# 98 Jetta Speedometer & Tachometer not working - already replaced cluster



## timeOday (Sep 28, 2012)

My speedo and tach were cutting out intermittently on my 98 Jetta GLX for a while, and now work never or almost never. So I bought a new cluster, but it acts exactly the same. The "new" cluster is used, but the seller assures me it was working. (But said I might need to 'reprogram' it.) Both clusters are at least getting power (they show mileage etc) but the tach needle is dead still while the speedo just tremors a tiny bit. I don't think it's the VSS since the tach is affected, not just the speedo.

What else could it be? How would I go about testing the harness (shudder).

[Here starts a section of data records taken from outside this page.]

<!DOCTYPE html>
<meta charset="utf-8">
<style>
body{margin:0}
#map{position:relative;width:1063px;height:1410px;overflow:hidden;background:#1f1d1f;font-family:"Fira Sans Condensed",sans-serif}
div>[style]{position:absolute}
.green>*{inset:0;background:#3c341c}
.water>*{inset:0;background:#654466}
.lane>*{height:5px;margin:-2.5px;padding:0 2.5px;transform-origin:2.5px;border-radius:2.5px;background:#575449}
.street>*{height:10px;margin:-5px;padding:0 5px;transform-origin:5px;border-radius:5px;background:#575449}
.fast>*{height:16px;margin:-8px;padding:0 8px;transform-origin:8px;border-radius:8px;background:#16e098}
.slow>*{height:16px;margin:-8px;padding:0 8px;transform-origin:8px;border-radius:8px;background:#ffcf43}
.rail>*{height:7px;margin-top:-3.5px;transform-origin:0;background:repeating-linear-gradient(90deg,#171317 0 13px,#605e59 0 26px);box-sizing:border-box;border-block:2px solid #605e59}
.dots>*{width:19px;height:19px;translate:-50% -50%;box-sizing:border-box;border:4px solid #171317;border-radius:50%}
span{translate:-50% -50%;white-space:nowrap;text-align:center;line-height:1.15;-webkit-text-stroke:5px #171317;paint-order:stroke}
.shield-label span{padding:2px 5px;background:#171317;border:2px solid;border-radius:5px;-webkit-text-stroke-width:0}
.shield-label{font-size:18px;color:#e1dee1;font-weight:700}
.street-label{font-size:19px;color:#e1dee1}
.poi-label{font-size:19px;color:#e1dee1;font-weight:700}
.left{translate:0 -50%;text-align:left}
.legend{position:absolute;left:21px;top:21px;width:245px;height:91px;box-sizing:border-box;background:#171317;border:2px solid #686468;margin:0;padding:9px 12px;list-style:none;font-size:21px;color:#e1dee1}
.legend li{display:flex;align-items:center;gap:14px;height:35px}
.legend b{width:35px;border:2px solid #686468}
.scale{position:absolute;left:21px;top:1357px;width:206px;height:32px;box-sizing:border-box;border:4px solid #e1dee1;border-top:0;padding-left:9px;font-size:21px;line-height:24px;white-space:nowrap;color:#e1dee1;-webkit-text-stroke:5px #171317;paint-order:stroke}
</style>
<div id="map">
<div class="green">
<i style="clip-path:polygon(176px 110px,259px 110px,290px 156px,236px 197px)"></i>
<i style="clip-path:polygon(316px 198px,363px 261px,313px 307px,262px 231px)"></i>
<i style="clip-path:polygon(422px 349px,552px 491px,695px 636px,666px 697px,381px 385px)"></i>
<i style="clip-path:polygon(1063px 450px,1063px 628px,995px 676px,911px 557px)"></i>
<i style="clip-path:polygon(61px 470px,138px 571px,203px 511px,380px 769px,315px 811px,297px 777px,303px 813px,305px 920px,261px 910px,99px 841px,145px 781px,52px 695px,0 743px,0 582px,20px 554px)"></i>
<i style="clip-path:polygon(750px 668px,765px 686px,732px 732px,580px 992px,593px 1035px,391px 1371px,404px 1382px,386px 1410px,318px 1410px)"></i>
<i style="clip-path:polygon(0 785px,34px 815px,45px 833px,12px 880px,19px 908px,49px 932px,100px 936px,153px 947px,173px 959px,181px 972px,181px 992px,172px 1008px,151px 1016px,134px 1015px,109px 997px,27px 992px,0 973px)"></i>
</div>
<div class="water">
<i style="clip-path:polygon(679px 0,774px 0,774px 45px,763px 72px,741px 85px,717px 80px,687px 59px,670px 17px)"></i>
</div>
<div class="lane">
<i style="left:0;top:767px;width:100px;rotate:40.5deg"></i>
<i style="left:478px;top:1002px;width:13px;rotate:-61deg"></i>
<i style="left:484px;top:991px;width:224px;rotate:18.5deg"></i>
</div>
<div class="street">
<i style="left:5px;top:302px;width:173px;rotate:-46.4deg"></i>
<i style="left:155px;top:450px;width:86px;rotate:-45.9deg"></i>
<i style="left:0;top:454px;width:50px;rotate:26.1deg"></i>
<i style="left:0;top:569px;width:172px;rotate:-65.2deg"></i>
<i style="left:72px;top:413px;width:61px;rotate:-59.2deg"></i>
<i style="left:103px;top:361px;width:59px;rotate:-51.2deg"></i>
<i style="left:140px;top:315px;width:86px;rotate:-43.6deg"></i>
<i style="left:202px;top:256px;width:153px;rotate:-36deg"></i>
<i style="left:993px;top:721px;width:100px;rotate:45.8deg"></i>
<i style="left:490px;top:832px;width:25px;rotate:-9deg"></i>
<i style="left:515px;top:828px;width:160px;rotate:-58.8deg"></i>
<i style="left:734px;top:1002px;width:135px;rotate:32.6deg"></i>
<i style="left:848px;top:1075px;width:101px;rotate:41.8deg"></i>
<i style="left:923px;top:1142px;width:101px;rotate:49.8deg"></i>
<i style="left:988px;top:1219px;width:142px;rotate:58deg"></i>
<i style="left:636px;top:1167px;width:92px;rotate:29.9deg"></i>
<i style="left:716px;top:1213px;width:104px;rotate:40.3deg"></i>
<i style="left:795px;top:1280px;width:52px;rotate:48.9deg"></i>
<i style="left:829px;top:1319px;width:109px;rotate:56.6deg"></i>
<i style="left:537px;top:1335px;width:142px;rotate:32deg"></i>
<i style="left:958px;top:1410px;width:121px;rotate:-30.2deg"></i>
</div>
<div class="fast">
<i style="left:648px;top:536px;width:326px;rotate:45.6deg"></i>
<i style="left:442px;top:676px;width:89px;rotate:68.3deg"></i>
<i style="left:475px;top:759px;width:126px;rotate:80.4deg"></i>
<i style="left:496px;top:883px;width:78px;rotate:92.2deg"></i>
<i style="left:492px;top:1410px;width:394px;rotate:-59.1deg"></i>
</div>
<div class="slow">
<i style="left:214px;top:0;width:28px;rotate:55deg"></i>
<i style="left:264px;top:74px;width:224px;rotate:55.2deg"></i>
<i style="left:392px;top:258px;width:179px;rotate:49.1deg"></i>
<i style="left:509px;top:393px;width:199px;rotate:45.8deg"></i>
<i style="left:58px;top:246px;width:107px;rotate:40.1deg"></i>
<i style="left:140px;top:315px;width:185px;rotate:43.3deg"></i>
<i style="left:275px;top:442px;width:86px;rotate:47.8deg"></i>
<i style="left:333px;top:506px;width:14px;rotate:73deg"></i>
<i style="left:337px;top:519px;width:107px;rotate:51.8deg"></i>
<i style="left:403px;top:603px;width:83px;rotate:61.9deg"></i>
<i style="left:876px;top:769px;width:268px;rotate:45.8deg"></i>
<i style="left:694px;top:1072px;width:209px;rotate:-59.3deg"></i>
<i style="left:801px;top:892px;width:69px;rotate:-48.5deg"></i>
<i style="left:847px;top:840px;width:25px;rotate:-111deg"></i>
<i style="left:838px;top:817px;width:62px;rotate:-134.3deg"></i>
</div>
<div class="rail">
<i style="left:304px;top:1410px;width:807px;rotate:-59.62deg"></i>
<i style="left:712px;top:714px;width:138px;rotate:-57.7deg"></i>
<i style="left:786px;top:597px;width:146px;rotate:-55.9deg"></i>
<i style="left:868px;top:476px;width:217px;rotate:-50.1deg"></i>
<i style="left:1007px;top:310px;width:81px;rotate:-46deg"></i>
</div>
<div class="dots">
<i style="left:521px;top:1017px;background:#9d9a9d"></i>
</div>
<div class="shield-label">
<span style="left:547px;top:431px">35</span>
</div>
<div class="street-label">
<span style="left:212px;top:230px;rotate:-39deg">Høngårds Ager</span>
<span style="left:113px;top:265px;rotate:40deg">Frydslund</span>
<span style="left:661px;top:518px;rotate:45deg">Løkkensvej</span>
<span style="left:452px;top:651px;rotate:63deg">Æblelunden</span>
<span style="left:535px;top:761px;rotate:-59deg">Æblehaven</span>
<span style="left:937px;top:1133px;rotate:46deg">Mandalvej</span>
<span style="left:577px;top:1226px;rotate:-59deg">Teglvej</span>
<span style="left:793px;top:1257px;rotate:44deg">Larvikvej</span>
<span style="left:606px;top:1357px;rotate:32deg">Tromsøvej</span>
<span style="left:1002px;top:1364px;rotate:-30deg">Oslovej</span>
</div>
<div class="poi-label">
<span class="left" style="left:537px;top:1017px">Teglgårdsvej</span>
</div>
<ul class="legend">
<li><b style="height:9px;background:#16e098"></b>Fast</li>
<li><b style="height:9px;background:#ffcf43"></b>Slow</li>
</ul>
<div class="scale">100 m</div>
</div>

Possibly related, some little electric motor is sometimes not shutting off even when the key is out of the ignition, and ran the battery dead - but it only happened once. Thinking it was the smog pump I removed the relay but still heard the sound - but perhaps I am confused because what the Bentley manual shows as the secondary air injector relay is sold as a radiator fan relay.

Other longer-standing issues that probably aren't related - the cruise control and power locks don't work (I assumed this was the vacuum system), one power window doesn't work (have replaced multiple window regulators in the car and just haven't bothered), the ABS light is stuck on.


----------



## lucatso (Jul 20, 2008)

*so weird..*

my speedo/tach have quit working also! around the same time as yours and after reading it looks like our VWs must have been built one after another at the same factory(mine is a GL)! i am having some of the same problems as you! my speedo/tach started working intermittently and has now completely stopped working. the speedo just violently twitches at 0mph while the tach is still. the odometer, clock, engine temp and fuel gauge still work properly. have no idea why. 

my cruise control doesn't work either. apparently there are no relays or fuses but a cruise control module that is ridiculously expensive from VW. junkyard would probably do but i just haven't gotten around to it yet. i did replace the turn/cruise lever/switch and that didn't fix the problem. i replaced that when i was trying to chase a weird electrical issue with my turn/tail/brake lights. that ended up being a burnt out electrical connector on the pass. side tail that i over looked. my power windows work only because I've replaced all four window motors/regs in the five years I've owned the vehicle. my door locks still work, lucky me. 

1999 Jetta GL MKIII
2.0L manual trans
130,000


----------



## lucatso (Jul 20, 2008)

*ANSWER(hopefully)*

picked this from adrian in the topix.com vw auto forum: 

GOT IT!!!!!

Steeper motor (the one that moves the needle). One of the gear was broken and would slip when the needle got to zero, puzzling the cluster electronics and disabling the other gauge. 

Thats why one of the needles would keed trying to reach zero and the other would be quiet. 

When the car is cold, the gear have just enough grip to hold the steeper motor shaft during the zeroing.

thank you adrian! hope this works!


----------



## prasina2 (Apr 10, 2003)

might want to look through this too :thumbup:

http://forums.vwvortex.com/showthread.php?4805351-Why-our-clusters-go-bad-Microscope-photos-inside


----------



## timeOday (Sep 28, 2012)

That is really interesting that a broken speedo might confuse the electronics into disabling the tach (or vice versa). 

I don't think a stripped gear in the speedo needle server, or bad solder joints in the cluster is my problem, since, as I mentioned, I already replaced the cluster and it didn't help.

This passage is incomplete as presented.